From the window of his home close to the shipyard a ham radio operator observed the movement through binoculars which he had been patiently holding before his eyes for almost an hour. Moments later he was on the air calling CQ. He was heard at once by sensitive equipment which had been monitoring his frequency, and a waiting signal was relayed immediately to the underground complex that was the headquarters of Thomas Jefferson. The message board in the conference room came alive with letters which quickly spelled out: the isotope has been dropped.

As soon as he had read that, Admiral Haymarket slumped back in his chair. He and as many others as had been able to obtain permission to come in had been waiting for that word, almost all of them aware that for the past several hours the whole operation had narrowed down to one man. The saving factor had been the knowledge that the man in question was almost totally reliable and because of a particular talent was not likely to give himself away.

General Carlton Gifford clasped his hands on the table before him and murmured, “Thank God.” He did not care who heard him.

Lieutenant Colonel Henry Prichard looked at Ed Higbee, the journalist. “Now if they’ll only buy it,” he said.

Higbee nodded his head with the confidence of the totally competent propagandist. “They will,” he answered.

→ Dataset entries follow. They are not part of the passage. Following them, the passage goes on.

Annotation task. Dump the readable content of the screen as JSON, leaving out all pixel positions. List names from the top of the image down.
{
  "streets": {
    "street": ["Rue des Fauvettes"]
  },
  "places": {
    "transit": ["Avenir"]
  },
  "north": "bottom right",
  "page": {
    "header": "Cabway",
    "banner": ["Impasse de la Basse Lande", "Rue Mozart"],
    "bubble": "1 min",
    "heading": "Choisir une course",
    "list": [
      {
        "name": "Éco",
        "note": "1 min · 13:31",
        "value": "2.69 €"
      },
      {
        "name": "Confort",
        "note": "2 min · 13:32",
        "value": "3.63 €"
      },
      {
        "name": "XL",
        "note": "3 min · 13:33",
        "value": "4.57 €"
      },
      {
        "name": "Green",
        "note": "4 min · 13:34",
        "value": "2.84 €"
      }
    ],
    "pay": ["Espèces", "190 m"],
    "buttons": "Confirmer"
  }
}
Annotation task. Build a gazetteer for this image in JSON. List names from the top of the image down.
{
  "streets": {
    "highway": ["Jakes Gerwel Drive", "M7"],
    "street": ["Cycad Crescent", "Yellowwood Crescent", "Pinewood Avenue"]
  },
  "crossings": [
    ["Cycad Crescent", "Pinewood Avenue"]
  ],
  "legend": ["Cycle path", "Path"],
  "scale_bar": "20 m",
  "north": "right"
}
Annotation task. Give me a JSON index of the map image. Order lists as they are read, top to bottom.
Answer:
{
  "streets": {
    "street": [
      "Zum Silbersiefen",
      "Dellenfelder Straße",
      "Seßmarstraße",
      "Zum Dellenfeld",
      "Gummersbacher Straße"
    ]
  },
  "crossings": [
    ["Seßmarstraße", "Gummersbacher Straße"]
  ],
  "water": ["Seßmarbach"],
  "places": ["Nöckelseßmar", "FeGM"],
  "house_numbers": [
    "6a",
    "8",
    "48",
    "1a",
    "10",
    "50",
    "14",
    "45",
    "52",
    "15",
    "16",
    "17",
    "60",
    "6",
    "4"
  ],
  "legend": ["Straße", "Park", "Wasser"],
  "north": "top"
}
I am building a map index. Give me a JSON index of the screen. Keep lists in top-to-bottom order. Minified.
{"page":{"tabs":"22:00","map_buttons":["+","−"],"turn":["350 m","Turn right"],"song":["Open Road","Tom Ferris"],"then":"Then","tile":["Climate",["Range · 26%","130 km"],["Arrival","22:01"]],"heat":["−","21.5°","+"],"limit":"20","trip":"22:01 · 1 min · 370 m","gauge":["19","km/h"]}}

Stanley Cumberland puffed at a cigar and said nothing. As usual his face was a mask, but the admiral knew that he had to be feeling the satisfaction of the developer of something that had worked precisely right.

Only Major Pappas did not take a moment to relax. He carefully laid aside three of the alternate plan sheets before him — they would no longer be required. He would have given anything to have been in Walter Wagner’s shoes at that moment, but it had had to be Wagner and he knew it; if the decision had been his to make he would have called it the same way. The mission was what counted — the mission and nothing else.

Cumberland spoke to the admiral. “Good man you’ve got there.”